An Archaeological Study of Clay Pipes from the King's Bastion, Fortress of Louisbourg

by Iain C. Walker

Endnotes

1It is difficult to trace this attribution to its source. Croker (1835: 30) correctly, though not on entirely accurate grounds, attributed this and the related types 7 and 8 — dated by Oswald (1960: 58) to about 1670-1710 and about 1680-1720. respectively — to the reign of William III. Lamb (1852: 30-1) appears to have been the first to suggest a possible continental origin for these types, from their appearance on campsites of William's troops during the English Revolution. Unfortunately, he appears to have confused his references to his illustrations, and the types to which he refers are not the types he probably means (cf. Smith 1860: 211-2). Smith, Fairholt (1859: 169), and Jewitt (1863: 76-7; 1878, I: 293, 295) follow the ascription of these pipes to William's time on the grounds of their discovery in his camps, but they do not specifically suggest they could have been of Dutch origin or inspiration. Certainly the period of 1670-1710 sees the widespread introduction of these shapes in England (cf. Atkinson 1964: Pl. facing p. 73; Parsons 1964: 236, Fig, 1, 237, 238; and Oswald 1961: 59, Fig. 1, and 61, Fig. 2). In a deposit sealed in 1683 in Durham, Parsons found only one pipe of this general class: a Marlborough, Wiltshire, import (additional information from J. E. Parsons at Autumn Conference of the Society for Post-Medieval Archaeology, Durham, November, 1967).

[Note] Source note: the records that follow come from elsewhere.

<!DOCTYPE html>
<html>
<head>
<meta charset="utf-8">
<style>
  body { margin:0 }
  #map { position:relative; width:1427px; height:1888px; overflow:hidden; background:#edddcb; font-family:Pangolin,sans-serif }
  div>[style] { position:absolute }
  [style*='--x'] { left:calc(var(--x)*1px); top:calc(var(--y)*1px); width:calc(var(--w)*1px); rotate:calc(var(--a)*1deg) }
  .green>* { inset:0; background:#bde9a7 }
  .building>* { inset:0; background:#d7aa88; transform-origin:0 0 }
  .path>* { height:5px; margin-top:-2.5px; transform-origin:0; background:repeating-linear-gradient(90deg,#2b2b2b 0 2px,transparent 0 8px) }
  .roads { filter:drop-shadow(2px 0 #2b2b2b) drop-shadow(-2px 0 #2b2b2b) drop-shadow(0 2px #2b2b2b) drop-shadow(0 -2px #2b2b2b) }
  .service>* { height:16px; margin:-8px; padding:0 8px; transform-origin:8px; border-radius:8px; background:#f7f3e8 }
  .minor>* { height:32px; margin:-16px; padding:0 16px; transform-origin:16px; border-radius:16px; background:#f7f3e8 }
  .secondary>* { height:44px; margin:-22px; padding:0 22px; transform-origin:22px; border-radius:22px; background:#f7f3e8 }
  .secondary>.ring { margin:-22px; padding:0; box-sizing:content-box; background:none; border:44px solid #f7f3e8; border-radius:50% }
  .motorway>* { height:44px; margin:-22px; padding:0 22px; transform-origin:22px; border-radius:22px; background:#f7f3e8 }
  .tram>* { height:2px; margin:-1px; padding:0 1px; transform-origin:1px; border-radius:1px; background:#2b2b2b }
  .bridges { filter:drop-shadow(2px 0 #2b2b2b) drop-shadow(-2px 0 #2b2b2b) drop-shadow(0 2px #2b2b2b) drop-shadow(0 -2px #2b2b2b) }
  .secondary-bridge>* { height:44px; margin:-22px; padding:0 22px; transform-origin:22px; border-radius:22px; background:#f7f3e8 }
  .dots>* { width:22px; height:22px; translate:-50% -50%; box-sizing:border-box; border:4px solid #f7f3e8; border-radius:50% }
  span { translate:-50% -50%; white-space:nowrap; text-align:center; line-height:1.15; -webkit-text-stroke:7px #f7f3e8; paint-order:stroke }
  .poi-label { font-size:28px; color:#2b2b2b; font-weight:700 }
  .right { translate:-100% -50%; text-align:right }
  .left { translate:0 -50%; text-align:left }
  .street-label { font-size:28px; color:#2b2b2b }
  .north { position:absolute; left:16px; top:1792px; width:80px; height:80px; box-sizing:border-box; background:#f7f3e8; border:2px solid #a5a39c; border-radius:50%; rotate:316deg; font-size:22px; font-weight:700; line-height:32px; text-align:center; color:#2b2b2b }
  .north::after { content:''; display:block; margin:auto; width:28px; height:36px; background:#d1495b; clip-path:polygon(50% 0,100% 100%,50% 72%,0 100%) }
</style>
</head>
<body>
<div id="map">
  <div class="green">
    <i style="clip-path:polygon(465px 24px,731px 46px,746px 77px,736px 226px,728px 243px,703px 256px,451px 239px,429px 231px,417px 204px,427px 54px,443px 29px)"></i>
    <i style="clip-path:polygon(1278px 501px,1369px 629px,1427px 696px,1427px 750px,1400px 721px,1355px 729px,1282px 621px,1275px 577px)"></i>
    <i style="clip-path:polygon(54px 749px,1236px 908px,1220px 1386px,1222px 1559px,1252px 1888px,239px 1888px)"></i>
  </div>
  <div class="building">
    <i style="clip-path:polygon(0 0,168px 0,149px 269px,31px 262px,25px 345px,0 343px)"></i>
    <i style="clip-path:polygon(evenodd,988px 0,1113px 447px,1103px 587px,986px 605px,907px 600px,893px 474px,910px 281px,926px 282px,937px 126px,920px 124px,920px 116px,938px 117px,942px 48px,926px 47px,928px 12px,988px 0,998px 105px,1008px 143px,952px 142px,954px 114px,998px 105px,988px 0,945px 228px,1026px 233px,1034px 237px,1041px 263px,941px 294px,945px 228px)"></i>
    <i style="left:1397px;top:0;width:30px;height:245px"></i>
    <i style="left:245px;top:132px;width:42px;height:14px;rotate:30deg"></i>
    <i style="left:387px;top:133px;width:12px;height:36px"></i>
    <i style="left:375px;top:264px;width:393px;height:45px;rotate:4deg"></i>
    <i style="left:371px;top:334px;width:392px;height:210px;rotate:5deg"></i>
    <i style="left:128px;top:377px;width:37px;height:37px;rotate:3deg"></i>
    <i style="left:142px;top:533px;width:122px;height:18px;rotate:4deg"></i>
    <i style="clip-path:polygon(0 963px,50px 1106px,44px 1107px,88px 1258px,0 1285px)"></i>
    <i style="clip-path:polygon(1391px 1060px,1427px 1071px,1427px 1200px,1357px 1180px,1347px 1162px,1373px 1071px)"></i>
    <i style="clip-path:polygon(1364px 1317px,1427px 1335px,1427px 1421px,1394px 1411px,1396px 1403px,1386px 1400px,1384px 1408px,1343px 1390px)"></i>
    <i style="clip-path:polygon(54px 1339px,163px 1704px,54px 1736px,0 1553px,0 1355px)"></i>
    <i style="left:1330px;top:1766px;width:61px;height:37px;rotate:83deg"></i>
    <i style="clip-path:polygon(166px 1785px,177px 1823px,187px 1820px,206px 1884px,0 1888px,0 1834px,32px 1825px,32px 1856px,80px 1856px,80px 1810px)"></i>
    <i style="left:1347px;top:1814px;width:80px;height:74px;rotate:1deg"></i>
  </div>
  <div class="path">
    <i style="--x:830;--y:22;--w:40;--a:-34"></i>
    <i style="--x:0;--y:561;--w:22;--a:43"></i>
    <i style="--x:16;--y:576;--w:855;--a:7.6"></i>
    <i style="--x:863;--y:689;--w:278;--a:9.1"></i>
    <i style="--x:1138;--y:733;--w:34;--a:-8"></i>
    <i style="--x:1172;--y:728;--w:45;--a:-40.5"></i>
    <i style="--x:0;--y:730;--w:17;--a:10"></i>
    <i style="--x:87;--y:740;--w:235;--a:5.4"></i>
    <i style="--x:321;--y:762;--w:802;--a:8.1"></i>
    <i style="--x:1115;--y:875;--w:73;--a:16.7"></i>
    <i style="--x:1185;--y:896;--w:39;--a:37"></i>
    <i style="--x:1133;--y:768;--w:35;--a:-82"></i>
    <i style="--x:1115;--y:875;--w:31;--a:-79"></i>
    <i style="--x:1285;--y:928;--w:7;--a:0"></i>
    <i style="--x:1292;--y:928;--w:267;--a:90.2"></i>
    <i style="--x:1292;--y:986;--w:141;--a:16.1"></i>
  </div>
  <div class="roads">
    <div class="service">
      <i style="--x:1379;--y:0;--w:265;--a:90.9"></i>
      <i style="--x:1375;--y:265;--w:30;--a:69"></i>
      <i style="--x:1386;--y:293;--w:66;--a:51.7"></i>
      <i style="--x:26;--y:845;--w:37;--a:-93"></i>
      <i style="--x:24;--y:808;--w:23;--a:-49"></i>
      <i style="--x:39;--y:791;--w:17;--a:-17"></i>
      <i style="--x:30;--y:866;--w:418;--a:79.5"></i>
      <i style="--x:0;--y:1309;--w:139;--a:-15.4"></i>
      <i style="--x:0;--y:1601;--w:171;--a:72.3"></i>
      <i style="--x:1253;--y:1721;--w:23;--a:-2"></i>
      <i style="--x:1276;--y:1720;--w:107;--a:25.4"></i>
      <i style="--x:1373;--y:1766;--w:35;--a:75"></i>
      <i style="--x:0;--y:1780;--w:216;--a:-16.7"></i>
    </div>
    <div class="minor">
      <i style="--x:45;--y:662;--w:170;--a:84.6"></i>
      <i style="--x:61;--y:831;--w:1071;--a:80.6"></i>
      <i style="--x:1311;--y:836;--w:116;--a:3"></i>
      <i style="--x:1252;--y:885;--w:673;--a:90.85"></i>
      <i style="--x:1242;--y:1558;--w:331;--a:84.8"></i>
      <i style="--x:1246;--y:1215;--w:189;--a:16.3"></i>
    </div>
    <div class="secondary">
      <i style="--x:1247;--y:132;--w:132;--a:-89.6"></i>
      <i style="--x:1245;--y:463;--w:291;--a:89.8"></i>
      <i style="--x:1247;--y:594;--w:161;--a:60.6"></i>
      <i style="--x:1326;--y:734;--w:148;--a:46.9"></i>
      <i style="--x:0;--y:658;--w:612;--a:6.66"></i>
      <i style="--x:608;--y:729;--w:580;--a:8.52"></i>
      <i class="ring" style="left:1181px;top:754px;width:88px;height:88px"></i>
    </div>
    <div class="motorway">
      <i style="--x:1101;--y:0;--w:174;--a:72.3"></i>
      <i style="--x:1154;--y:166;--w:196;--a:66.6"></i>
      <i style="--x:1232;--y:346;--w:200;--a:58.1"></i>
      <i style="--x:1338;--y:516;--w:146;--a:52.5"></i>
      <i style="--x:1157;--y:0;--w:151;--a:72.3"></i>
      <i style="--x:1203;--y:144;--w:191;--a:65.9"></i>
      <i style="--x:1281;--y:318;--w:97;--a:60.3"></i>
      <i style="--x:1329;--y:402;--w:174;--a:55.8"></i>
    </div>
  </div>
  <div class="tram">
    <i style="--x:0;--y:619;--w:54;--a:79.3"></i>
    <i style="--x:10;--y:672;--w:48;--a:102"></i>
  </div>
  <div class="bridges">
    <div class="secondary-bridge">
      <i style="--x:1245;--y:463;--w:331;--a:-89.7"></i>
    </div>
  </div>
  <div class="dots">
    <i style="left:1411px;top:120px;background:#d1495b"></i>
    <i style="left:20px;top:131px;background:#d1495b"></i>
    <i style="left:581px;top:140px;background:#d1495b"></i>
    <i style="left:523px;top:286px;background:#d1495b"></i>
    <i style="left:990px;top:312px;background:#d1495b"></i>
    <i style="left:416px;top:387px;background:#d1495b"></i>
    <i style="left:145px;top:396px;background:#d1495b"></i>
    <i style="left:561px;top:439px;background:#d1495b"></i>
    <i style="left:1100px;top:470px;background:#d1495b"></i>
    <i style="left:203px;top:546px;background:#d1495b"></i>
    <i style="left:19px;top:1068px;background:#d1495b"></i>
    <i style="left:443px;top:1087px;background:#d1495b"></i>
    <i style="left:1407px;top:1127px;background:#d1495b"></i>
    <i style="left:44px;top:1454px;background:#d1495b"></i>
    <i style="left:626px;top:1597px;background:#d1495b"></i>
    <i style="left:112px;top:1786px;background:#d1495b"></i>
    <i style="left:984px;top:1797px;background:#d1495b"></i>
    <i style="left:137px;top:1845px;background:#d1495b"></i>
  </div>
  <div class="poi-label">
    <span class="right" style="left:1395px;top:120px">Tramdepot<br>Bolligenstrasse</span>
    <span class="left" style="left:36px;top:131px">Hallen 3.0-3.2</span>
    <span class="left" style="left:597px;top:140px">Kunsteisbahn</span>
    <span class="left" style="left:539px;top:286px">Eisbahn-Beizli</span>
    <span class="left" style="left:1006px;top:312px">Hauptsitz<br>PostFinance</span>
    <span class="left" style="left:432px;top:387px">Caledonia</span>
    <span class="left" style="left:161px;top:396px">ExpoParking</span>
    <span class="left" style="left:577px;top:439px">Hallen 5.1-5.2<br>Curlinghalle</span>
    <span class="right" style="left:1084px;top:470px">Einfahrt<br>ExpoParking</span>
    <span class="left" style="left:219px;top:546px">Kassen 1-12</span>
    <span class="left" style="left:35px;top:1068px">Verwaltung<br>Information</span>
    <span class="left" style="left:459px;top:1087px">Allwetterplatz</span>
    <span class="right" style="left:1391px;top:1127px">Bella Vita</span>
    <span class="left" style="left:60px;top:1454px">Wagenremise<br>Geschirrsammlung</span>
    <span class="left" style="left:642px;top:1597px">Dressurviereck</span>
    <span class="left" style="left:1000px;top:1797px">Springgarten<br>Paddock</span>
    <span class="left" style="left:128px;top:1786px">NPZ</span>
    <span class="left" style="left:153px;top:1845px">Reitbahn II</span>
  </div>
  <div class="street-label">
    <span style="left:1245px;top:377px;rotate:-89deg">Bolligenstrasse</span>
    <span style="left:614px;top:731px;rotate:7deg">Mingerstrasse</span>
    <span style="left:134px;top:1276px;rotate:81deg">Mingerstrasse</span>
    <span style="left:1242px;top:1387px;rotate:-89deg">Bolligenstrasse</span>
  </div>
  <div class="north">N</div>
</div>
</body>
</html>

2The information here and elsewhere on the important Tippet family has been rewritten to include documentary evidence from the writer's Bristol research: dating given here thus does not always agree with statements in Omwake 1958 and Oswald 1969.

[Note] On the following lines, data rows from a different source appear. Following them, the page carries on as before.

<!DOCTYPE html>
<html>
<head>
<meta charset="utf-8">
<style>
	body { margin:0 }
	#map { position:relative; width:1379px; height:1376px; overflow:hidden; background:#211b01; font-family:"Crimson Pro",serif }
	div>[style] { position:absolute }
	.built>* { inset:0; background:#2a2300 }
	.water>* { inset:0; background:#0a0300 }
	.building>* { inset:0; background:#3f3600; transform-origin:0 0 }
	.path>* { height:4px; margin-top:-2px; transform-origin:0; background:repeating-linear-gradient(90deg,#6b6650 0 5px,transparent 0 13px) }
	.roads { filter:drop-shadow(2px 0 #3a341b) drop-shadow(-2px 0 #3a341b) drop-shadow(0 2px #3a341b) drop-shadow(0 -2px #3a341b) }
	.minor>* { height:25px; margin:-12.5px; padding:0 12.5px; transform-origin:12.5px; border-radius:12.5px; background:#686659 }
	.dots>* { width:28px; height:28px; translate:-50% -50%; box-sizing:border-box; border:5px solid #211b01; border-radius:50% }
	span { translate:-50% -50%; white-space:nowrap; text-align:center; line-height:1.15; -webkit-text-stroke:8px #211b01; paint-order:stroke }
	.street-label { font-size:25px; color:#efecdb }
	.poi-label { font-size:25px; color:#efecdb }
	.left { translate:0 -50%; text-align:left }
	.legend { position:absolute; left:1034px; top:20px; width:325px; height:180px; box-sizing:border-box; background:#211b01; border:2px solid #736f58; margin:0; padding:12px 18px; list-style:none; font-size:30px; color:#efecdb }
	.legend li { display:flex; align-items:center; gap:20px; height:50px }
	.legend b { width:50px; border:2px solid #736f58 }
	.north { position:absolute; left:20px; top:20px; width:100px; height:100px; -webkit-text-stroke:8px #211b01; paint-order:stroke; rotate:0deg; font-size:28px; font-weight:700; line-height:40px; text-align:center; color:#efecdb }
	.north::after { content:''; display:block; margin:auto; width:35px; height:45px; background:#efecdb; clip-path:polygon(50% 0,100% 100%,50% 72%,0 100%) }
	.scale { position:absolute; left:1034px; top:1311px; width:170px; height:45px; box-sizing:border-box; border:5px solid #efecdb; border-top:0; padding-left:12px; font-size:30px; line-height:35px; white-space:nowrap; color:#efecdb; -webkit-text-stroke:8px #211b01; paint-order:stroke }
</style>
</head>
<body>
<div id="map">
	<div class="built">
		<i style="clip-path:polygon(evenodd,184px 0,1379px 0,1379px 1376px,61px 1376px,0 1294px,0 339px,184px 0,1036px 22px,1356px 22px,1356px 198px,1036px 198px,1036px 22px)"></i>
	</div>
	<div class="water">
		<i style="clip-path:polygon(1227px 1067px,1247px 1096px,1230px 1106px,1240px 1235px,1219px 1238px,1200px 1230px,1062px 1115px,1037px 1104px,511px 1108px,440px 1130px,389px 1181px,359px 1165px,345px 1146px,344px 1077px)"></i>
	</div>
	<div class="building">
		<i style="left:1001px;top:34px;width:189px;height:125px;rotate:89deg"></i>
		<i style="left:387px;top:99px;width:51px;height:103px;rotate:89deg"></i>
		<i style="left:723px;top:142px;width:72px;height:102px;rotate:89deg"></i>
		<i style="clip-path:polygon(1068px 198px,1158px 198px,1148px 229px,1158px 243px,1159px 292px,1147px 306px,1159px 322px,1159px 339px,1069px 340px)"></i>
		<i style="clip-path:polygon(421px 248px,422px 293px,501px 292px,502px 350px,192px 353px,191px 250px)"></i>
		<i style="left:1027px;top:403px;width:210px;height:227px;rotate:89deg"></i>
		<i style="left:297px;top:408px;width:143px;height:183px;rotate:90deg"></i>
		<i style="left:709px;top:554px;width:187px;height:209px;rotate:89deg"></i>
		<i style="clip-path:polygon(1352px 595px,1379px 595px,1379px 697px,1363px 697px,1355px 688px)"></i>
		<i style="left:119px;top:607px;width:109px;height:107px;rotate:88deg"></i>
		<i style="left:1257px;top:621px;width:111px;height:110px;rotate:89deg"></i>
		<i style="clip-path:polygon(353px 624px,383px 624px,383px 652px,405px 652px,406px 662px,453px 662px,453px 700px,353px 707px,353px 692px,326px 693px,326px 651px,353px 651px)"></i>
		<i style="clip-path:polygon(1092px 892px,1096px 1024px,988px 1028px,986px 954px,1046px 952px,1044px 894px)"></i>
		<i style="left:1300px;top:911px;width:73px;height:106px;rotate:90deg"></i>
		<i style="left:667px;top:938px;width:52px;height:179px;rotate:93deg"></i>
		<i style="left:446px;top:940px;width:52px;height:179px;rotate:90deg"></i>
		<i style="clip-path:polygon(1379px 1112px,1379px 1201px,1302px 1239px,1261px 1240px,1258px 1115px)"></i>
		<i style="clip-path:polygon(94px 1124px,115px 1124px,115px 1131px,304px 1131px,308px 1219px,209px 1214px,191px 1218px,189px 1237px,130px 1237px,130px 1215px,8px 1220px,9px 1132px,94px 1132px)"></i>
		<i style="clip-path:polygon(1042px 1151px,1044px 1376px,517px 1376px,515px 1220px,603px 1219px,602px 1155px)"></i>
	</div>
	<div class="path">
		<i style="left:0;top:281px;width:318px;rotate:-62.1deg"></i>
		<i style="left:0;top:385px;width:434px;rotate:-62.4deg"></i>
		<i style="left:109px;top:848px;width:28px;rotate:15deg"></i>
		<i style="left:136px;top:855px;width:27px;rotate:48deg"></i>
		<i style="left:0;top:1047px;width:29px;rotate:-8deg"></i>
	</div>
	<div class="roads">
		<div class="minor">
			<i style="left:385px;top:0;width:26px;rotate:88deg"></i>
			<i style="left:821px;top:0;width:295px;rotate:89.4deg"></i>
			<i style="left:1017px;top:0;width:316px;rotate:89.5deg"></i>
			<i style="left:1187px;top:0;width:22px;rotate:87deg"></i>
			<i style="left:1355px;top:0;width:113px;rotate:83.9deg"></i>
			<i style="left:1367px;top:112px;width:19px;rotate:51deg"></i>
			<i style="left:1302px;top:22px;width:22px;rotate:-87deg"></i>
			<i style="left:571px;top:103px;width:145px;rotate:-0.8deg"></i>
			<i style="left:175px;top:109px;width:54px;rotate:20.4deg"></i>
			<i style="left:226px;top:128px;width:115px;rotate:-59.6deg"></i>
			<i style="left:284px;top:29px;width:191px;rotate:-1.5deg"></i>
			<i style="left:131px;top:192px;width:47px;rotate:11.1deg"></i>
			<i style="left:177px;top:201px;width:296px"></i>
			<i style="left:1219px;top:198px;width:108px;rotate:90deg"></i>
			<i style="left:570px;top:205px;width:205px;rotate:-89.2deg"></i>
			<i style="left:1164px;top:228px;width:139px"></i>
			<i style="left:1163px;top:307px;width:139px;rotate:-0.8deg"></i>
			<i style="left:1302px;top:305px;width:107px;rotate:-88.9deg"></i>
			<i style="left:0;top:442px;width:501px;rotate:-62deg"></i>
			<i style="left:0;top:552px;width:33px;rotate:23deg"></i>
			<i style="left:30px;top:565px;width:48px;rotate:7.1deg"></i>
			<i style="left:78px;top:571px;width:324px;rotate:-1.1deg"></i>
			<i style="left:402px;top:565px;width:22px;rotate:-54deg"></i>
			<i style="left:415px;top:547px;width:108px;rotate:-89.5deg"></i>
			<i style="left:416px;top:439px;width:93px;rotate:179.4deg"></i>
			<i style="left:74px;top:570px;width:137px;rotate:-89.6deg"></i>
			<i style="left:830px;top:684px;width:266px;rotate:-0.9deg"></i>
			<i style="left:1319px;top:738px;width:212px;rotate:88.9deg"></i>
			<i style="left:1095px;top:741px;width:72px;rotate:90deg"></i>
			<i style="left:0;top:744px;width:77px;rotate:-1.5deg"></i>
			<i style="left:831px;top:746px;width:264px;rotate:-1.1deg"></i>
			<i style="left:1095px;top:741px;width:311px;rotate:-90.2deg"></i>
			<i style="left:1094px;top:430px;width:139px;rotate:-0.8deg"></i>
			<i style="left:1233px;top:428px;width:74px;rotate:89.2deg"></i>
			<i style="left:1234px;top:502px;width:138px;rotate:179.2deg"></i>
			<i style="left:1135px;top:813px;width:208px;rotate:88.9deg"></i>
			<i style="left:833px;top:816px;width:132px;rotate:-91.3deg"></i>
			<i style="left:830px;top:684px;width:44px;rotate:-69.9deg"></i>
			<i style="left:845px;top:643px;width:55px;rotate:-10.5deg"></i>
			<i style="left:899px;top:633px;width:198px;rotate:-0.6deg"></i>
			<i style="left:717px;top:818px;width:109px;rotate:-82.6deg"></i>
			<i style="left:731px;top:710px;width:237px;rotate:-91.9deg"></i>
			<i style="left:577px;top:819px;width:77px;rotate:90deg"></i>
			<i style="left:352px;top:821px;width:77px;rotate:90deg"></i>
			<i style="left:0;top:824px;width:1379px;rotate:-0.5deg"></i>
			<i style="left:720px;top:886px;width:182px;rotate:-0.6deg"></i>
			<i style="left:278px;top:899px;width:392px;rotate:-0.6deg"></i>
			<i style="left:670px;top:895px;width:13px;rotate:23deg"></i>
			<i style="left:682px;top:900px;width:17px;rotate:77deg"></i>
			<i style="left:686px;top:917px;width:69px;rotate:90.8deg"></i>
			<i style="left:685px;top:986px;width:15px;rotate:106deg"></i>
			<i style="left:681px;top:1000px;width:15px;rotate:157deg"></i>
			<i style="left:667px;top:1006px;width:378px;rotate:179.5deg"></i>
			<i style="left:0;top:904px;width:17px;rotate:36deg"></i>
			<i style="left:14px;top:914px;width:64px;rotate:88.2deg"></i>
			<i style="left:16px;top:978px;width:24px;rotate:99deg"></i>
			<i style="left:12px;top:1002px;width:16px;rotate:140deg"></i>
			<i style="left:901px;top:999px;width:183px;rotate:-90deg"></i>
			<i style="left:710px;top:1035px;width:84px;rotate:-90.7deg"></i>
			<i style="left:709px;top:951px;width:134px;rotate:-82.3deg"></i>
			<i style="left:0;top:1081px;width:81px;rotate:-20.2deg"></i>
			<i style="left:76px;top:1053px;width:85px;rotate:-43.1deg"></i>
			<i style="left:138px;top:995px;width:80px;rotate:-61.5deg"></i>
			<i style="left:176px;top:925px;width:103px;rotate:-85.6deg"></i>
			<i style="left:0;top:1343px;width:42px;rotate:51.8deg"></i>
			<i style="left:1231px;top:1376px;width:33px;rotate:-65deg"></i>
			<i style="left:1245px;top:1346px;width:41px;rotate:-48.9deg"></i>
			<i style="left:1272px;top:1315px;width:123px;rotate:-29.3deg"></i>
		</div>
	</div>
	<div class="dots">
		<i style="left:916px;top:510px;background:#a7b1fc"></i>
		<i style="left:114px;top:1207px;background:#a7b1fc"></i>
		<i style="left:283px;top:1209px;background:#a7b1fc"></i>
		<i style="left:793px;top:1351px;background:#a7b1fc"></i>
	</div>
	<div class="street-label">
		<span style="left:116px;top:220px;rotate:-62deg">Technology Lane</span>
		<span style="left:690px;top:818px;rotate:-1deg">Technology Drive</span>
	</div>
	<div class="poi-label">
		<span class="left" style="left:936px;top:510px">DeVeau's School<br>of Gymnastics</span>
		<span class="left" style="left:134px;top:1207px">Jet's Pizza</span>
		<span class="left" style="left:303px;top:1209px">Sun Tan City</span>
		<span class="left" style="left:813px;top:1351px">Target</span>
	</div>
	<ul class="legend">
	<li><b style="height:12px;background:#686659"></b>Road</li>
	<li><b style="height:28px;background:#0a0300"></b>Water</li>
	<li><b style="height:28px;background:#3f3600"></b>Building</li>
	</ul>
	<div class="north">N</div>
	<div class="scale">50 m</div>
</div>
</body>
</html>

3A pipemaker's gross was greater than the normal 144 during the manufacturing process to allow for breakages. Fleming (1923: 240) says 200; Brongers (1964a: 140, n. 1), 160, but it seems that the number changed with the stages of the process. At Andenne, Belgium, a gross was 174 at the trimming stage, 168 at the polishing stage, and 144 after the firing stage in the 1930s (Javaux 1935: 10). At Gouda in the 18th century a moulder's gross was 168 and of this, 8 were kept to recompense a worker who broke a pipe (Duhamel du Monceau 1771: 23-4). In the present Gouda pipe industry the gross is initially 180; after stoving, 160, and after firing, 144 (Terstraeten [1968]: 18). At McDougall's in Glasgow a gross was formerly 192 in the early stages of the process (Walker and Walker 1969: 134).